The 'hardest' positions requiring $7$ moves are $(2, 6, 7, 8)$ and $(2, 6, 9, 13)$ and the rotations/reflections of these positions (using the numbering system in the image in the OP's original post). If we label the three hexagons:

 A
B C

and let '$+$' and '$-$' mean 'rotate clockwise' and 'rotate counter-clockwise', resp., then to solve $(2,6,7,8)$ you can use the sequence of moves:

B+ A+ B- C- B- A- A-

To flesh out mathmandan's method a little at OP's request:

First, every position can be uniquely identified by a $4$-tuple $(a,b,c,d)$ with $0 < a < b < c < d \leq 13$. There are ${13 \choose 4} = 715$ such $4$-tuples. We will use these tuples as keys into a dictionary that will keep track of how to get from one position to another (tuples are immutable in python, so that's convenient!).

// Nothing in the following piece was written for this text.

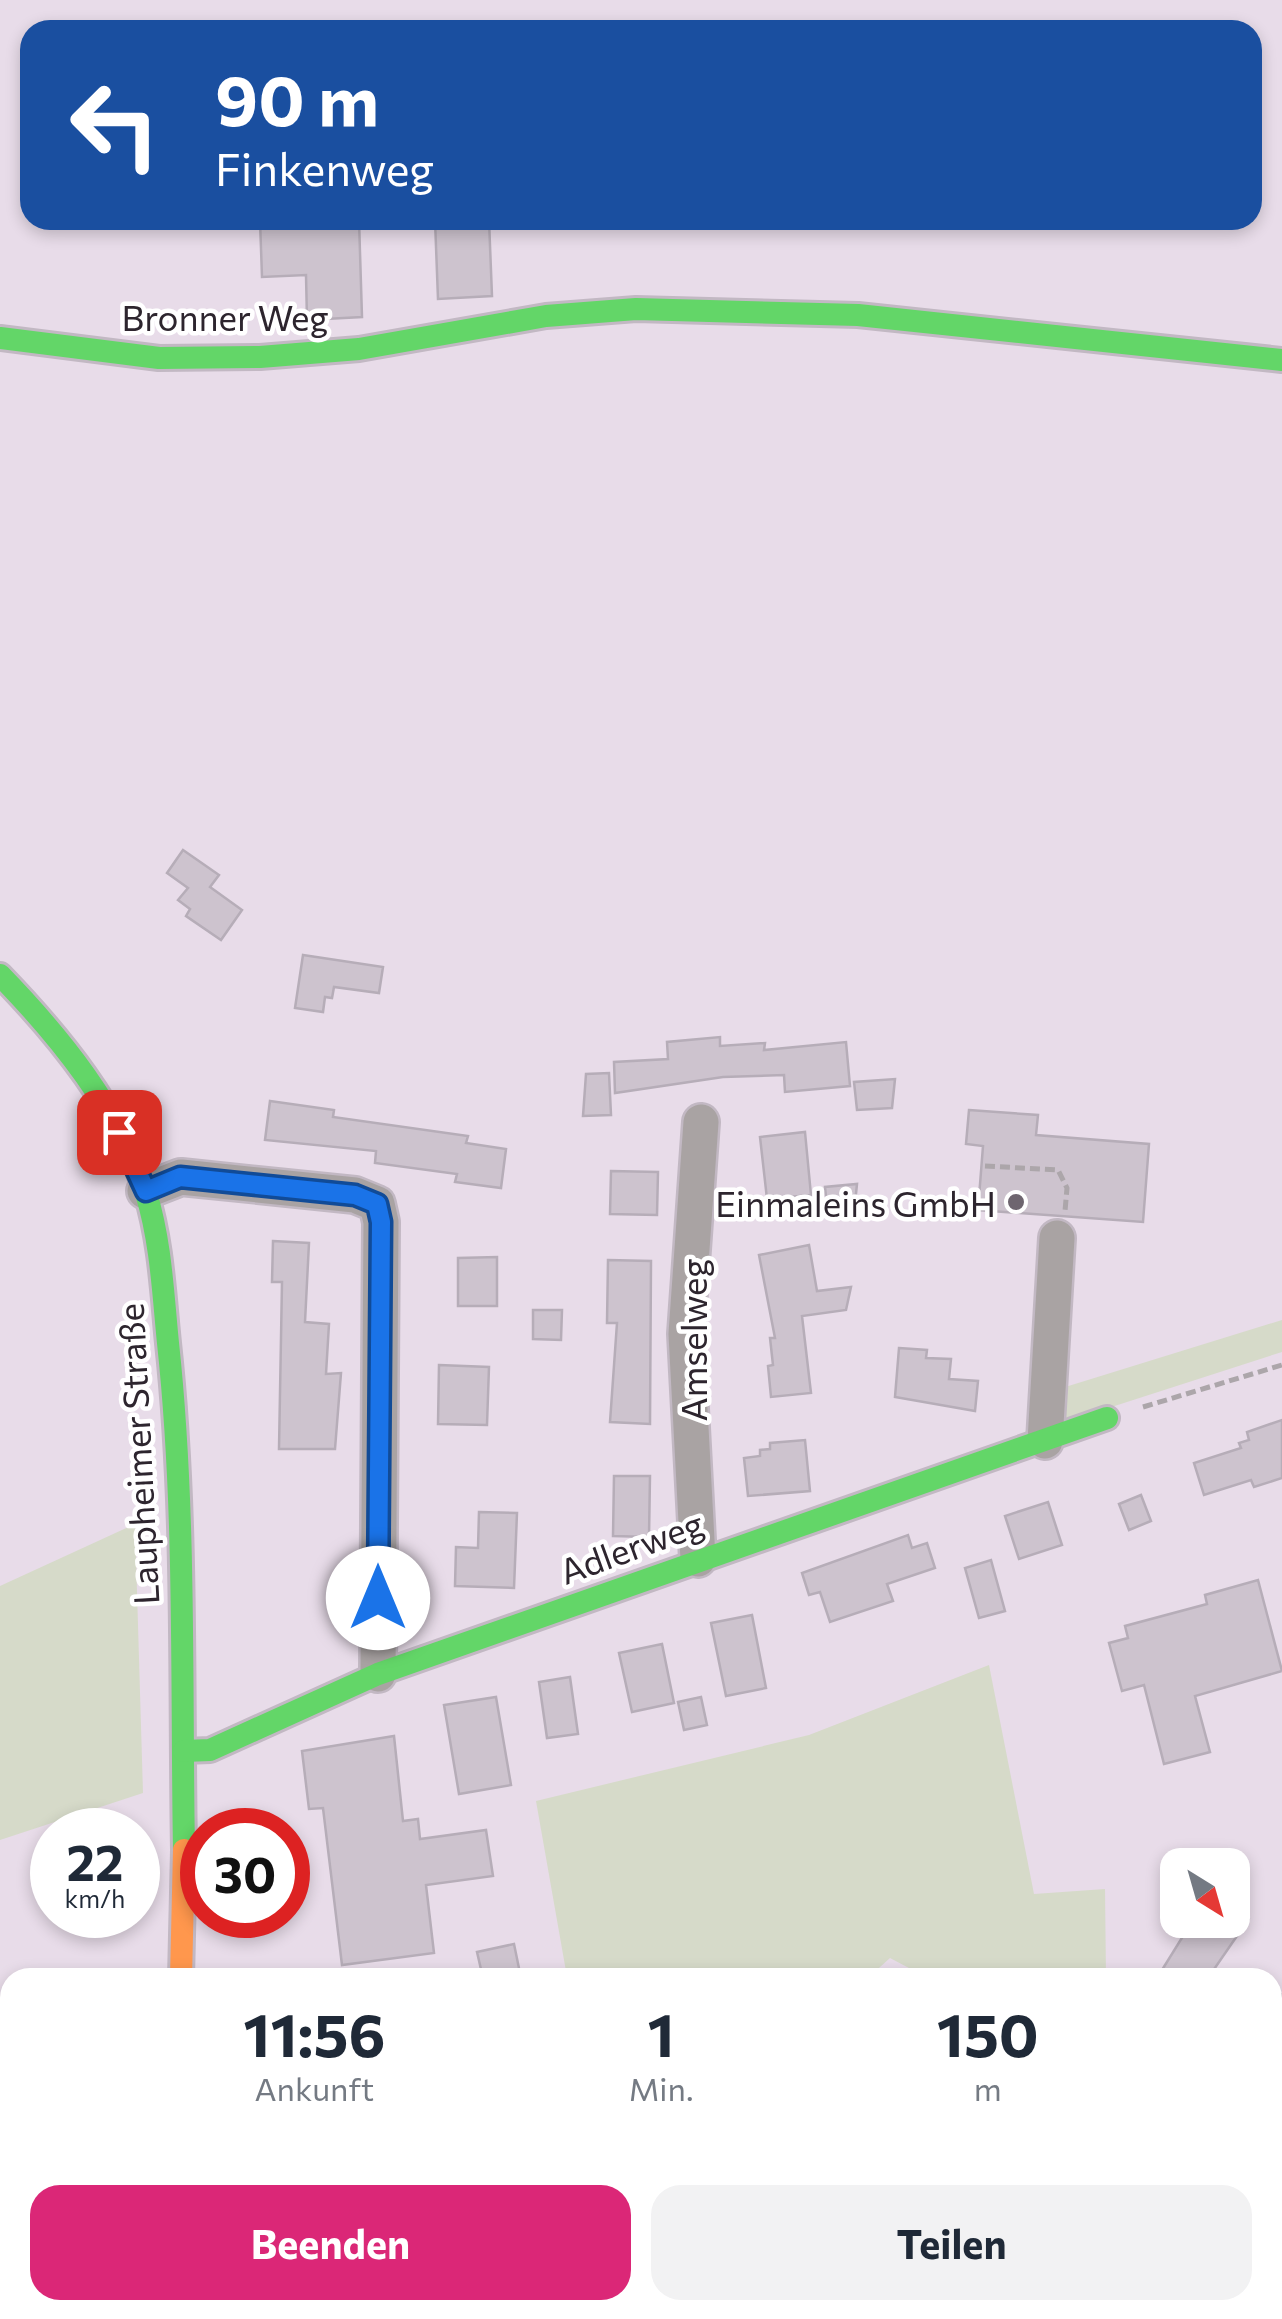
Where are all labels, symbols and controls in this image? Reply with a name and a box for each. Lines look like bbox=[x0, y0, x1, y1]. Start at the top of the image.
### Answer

Each of the $6$ possible moves corresponds to some cyclic permutation of $6$ elements of $\{1,2,...,13\}$. For example, the permutation I call $B+$ can be written (in the usual permutation cycle fashion) $(5,4,10,8,9,7)$. And $B-$ is simply the reverse of that: $(7,9,8,10,4,5)$.

So if we are in position $(1,4,7,8)$, and we apply $B+$, then as an intermediate step, we get $(1,10,5,9)$. The $1$ is left alone; and each of the other numbers is replaced by the next value to the right in the cycle (and we wrap around at the end so $ 7 \rightarrow 5$).

But then recall that all our positions must have $a<b<c<d$; so we must sort the result. Then when apply $B+$ to $(1,4,7,8)$, we get $(1,5,9,10)$. So code up a function that takes a position and any of the $6$ cyclic permutations and returns the position after the move.

Now given a position $p = (a,b,c,d)$, we can make a list of the $6$ 'neighbors' of $p$. Actually, note that it may not always be exactly $6$ neighbors - because if we apply either of $B+$ or $B-$ to, say, $(1,2,3,6)$, we get $(1,2,3,6)$; and we don't really want to have a position be it's own neighbor. So we can code up a function $findNeighbors(p)$ that returns a list of the distinct neighbors of $p$.

The next step is to build a dictionary that will tell us how many moves it takes to get from any position $p = (a,b,c,d)$ to the 'home' position $(3,4,5,10)$. Here's some (untested!) code in python that assumes you've already implemented the $findNeighbors$ function elsewhere:

positionDict = {}
level = 0
levelPositions = [(3,4,5,10)] # start with the home position
while True:

    # mark the positions for this level by adding them to the dictionary
    for p in levelPositions:
        positionDict[p] = level

    # find which neighbors are one move further than this level
    nextLevelPositions = []
    for p in levelPositions:
        for neighbor in findNeighbors(p):
            if neighbor not in positionDict:
                # we haven't visited this position yet
                if neighbor not in nextLevelPositions:
                    # and nobody else in this level has marked it yet, so..
                    nextLevelPositions.append(neighbor) 

    if len(nextLevelPositions)==0:
        # we are done
        break

    levelPositions = nextLevelPositions
    level += 1

Okay, so much for the preparations! Now that we have that dictionary, you can find an optimal path from $p$ to the home position without much work.

First, loop over each of the 'moves' $A+, A-, B+,...$ and find the one that, when applied to $p$, yields a position $pNext$ with the lowest value of $positionDict[pNext]$; that's the next move to make. Then let $p = pNext$, and then keep repeating this process until you reach the home position (i.e., until $positionDict[p] = 0$).

I actually optimized a bit in a few places and stored the 'best move' for each position while building the $positionDict$, but the above will get you there.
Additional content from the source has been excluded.